[Stored data entries]
══════════════════════════════

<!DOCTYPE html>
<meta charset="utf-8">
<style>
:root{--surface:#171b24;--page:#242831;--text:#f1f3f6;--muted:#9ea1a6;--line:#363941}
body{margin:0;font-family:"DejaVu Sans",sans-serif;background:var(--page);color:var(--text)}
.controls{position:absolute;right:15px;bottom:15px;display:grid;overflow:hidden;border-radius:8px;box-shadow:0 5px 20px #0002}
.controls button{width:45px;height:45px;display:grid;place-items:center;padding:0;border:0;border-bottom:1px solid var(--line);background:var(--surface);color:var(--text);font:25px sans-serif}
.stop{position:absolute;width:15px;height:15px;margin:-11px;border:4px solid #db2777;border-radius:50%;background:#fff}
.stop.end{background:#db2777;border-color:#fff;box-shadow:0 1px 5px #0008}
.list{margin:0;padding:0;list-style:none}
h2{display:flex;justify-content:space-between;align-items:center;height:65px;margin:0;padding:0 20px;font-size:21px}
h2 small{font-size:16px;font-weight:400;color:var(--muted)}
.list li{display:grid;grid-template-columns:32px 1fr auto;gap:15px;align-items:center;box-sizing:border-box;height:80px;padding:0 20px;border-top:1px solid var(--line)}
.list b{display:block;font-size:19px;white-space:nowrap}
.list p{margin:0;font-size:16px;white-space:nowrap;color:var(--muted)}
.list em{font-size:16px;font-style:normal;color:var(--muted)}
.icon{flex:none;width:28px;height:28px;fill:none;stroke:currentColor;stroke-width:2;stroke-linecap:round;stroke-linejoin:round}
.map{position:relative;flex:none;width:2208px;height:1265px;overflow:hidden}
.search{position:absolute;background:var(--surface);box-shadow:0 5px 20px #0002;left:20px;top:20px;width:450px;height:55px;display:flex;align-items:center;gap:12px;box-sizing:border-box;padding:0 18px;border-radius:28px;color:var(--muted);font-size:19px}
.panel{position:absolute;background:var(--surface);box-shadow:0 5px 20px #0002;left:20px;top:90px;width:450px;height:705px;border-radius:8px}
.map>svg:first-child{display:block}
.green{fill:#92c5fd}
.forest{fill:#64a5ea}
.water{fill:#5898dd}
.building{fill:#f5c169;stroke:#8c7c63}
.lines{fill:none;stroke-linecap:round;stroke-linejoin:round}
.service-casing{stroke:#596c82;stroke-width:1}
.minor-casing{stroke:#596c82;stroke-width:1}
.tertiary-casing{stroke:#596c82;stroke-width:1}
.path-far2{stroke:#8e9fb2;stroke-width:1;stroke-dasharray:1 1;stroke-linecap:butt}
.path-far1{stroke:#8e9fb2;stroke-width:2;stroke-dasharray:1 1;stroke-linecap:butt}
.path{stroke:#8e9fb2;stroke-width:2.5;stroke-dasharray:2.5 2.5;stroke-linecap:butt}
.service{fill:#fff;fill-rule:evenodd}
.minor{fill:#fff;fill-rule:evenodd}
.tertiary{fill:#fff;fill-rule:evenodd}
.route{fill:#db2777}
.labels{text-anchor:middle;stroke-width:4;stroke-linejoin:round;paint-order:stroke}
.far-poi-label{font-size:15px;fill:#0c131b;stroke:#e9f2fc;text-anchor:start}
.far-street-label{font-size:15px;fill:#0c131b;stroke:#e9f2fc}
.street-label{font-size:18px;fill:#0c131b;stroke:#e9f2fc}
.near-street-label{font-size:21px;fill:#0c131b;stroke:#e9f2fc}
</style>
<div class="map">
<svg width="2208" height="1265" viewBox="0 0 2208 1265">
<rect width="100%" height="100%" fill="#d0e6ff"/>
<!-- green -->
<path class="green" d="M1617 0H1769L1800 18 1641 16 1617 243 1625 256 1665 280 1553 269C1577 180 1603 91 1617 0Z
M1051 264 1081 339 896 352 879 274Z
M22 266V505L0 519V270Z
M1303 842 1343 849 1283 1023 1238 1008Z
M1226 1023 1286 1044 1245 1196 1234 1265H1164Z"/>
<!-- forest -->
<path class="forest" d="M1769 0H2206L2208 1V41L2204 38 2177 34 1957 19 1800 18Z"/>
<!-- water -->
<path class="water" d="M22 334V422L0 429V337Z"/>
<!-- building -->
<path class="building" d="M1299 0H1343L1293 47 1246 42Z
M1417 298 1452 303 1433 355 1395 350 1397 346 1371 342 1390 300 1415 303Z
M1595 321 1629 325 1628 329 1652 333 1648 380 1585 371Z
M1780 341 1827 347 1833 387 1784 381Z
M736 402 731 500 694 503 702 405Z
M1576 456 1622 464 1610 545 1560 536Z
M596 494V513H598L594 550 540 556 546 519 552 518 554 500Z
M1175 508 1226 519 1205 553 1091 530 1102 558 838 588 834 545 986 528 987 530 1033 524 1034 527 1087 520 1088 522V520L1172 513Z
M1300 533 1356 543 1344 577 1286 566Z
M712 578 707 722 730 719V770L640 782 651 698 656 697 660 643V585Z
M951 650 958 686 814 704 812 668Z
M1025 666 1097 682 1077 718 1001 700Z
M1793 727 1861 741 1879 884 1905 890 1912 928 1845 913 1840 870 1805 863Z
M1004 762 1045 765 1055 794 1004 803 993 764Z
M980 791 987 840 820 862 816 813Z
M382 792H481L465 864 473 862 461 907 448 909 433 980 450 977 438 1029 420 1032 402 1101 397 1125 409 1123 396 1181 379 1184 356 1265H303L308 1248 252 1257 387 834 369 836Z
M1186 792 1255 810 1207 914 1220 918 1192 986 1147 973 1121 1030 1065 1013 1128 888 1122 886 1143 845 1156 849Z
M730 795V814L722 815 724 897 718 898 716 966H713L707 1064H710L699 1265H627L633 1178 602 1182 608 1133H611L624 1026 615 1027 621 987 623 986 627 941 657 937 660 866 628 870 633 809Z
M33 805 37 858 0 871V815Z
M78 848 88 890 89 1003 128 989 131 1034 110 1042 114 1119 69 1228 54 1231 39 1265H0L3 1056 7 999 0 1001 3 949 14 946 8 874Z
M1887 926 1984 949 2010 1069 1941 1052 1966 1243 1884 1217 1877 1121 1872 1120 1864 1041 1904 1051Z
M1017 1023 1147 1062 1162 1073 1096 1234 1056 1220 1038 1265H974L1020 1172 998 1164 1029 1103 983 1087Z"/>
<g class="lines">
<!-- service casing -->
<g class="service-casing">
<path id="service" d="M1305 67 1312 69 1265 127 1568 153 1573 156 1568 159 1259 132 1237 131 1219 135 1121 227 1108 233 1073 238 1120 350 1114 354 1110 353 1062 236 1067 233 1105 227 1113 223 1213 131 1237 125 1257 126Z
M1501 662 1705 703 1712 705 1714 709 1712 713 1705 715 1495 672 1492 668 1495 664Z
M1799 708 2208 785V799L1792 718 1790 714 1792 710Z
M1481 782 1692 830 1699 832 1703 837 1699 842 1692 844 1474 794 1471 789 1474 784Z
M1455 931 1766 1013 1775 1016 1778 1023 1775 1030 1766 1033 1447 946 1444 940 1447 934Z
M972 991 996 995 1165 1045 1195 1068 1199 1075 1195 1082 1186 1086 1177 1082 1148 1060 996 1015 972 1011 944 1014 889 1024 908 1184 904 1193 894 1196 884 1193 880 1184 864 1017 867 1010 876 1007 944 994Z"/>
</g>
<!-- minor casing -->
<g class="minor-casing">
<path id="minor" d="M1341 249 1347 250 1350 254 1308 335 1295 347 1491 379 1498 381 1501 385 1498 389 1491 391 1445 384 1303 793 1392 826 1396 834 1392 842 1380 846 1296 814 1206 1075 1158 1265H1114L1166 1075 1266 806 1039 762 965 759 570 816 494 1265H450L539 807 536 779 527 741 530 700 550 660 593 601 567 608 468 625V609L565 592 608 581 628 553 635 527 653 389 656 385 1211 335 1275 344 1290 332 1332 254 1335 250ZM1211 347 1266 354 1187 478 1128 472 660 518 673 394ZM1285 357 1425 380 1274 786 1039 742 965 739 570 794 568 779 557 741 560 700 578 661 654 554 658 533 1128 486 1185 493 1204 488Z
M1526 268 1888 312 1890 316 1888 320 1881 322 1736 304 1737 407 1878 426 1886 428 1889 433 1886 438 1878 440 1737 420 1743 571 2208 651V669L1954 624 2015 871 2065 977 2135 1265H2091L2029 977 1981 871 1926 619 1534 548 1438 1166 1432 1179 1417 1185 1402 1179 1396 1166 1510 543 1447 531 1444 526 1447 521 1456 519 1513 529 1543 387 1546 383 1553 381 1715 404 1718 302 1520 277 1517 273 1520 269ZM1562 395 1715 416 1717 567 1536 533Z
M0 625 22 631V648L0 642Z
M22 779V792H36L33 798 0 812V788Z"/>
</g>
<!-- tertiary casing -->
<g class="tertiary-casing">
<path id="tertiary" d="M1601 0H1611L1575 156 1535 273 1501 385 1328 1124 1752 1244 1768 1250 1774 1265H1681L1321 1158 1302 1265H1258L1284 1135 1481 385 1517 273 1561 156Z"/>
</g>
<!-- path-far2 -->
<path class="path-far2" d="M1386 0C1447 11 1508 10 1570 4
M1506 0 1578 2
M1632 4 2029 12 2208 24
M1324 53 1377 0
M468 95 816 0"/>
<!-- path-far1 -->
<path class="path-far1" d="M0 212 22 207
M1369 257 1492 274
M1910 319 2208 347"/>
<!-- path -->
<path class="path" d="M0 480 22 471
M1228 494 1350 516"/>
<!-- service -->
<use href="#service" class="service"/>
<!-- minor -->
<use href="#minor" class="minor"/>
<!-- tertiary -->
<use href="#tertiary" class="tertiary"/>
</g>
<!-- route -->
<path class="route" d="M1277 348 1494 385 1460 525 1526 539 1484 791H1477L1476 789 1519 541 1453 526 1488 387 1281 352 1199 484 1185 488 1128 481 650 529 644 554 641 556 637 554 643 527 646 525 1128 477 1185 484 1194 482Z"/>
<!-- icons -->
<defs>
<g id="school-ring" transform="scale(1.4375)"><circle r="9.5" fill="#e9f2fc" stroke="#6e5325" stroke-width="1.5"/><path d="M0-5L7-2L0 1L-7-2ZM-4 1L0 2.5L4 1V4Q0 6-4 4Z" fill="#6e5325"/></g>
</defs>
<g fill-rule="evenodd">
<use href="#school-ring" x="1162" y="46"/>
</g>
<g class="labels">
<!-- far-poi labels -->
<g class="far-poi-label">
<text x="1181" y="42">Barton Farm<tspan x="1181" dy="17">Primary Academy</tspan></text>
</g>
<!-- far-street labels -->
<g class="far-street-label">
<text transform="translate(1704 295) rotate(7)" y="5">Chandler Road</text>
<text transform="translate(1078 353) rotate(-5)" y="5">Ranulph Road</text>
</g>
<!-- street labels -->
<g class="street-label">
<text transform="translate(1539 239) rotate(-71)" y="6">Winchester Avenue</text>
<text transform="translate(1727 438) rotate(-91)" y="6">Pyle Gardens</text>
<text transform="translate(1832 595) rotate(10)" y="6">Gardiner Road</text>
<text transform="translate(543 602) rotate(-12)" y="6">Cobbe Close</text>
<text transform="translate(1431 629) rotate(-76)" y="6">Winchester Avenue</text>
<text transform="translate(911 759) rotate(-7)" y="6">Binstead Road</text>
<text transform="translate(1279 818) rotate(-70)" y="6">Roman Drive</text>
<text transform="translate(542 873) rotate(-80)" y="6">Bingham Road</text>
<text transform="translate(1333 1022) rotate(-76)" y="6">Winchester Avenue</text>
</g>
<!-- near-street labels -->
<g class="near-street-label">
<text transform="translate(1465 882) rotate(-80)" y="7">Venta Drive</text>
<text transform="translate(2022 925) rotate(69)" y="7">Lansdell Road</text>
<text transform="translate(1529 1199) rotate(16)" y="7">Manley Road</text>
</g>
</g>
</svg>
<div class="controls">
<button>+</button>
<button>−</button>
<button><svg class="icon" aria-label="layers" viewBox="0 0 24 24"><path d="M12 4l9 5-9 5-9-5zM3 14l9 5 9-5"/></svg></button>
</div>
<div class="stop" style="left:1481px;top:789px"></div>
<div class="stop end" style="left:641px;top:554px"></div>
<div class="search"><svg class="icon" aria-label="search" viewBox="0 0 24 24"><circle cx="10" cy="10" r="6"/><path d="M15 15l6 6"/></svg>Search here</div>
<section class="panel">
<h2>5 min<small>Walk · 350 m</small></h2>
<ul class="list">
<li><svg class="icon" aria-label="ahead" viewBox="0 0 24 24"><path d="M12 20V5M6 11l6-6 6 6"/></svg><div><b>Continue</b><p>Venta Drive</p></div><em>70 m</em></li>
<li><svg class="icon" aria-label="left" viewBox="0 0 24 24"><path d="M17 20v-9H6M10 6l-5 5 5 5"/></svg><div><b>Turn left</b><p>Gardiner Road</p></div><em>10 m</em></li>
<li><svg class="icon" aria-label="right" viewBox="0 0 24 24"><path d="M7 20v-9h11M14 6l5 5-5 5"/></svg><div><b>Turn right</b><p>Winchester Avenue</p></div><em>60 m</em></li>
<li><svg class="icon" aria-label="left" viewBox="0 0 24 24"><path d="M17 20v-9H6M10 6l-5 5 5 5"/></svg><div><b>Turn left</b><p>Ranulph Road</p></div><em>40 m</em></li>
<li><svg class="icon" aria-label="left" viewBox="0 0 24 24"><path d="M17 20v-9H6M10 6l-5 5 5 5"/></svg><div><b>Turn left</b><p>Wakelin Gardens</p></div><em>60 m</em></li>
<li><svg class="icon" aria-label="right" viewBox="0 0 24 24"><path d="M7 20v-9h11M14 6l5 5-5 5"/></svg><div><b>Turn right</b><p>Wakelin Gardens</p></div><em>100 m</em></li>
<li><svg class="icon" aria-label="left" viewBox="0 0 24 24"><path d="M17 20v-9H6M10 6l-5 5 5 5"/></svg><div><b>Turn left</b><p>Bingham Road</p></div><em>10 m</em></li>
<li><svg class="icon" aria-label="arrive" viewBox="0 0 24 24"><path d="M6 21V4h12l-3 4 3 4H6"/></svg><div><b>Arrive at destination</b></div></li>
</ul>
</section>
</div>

══════════════════════════════

Say, as a bare number, how many lines above contain the word "controls".

3